Le migliaia di dipendenti dell'azienda fondata 50 anni fa hanno lavorato come sempre, ma solo fino alle 15, quando le attività sono state sospese in contemporanea alle esequie, celebrate in forma privata nel paesino in provincia di Piacenza dove Giorgio Armani era sfollato da bambino, insieme alla famiglia. Serrande abbassate nei negozi, traffico bloccato sui siti, pc spenti negli uffici, in segno di rispetto per il grande stilista scomparso lo scorso 4 settembre a 91 anni.
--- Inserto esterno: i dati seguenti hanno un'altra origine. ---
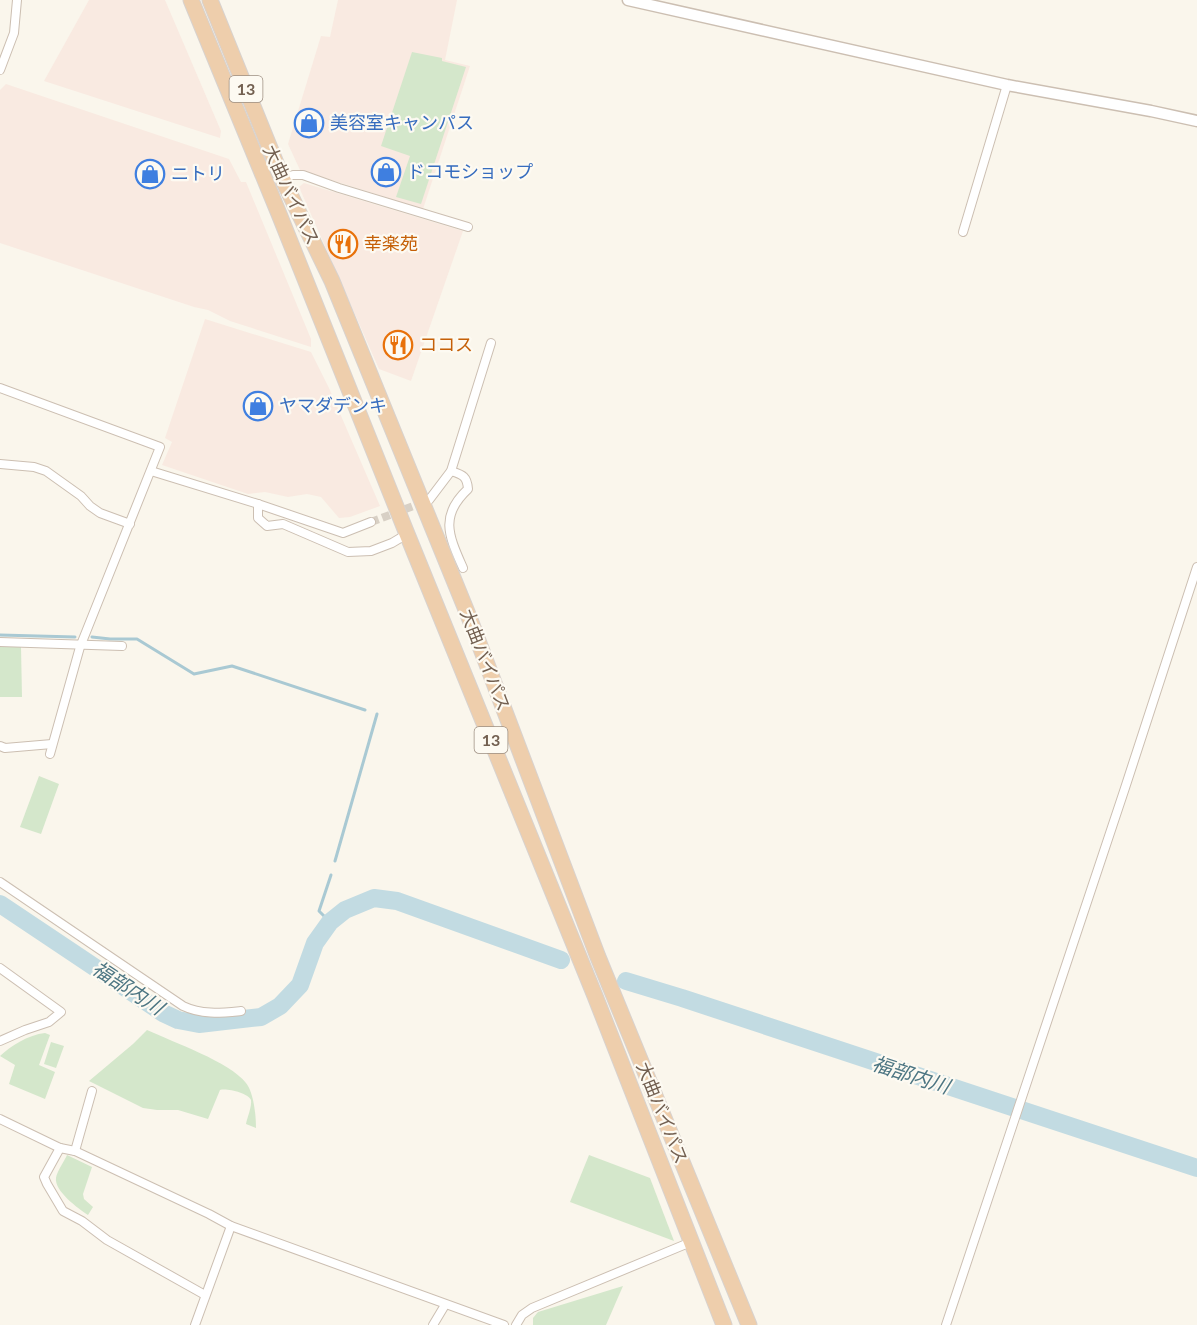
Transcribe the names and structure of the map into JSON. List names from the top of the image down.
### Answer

Sabato e domenica sono state 16mila le persone che gli hanno reso omaggio alla camera ardente allestita nel suo teatro di via Bergognone, oggi invece per i funerali solo i familiari e i più stretti collaboratori hanno partecipato alla cerimonia nella chiesa di San Martino, nella blindatissima frazione di Rivalta.
Milano ha ricordato Giorgio Armani con il lutto cittadino e anche il Consiglio comunale ha reso omaggio al grande stilista osservando un minuto di silenzio all'inizio della seduta. La presidente dell'aula Elena Buscemi ha ricordato che a Milano, "sua città d'adozione, ha dato tantissimo e dalla città ha ricevuto amore e gratitudine". E ha promesso che "Milano, alla quale ha dato moltissimo, saprà ricordarlo nel migliore dei modi". Alla famiglia, il sindaco Beppe Sala aveva subito offerto l'iscrizione al Famedio, ma Giorgio Armani ha scelto di riposare nella cappella di famiglia insieme al padre Ugo, il fratello Sergio e la madre Maria Raimondo. Dopo le esequie, una volta arrivato dal Comune l'estratto per riassunto dell'atto di morte, avverrà l'apertura del testamento.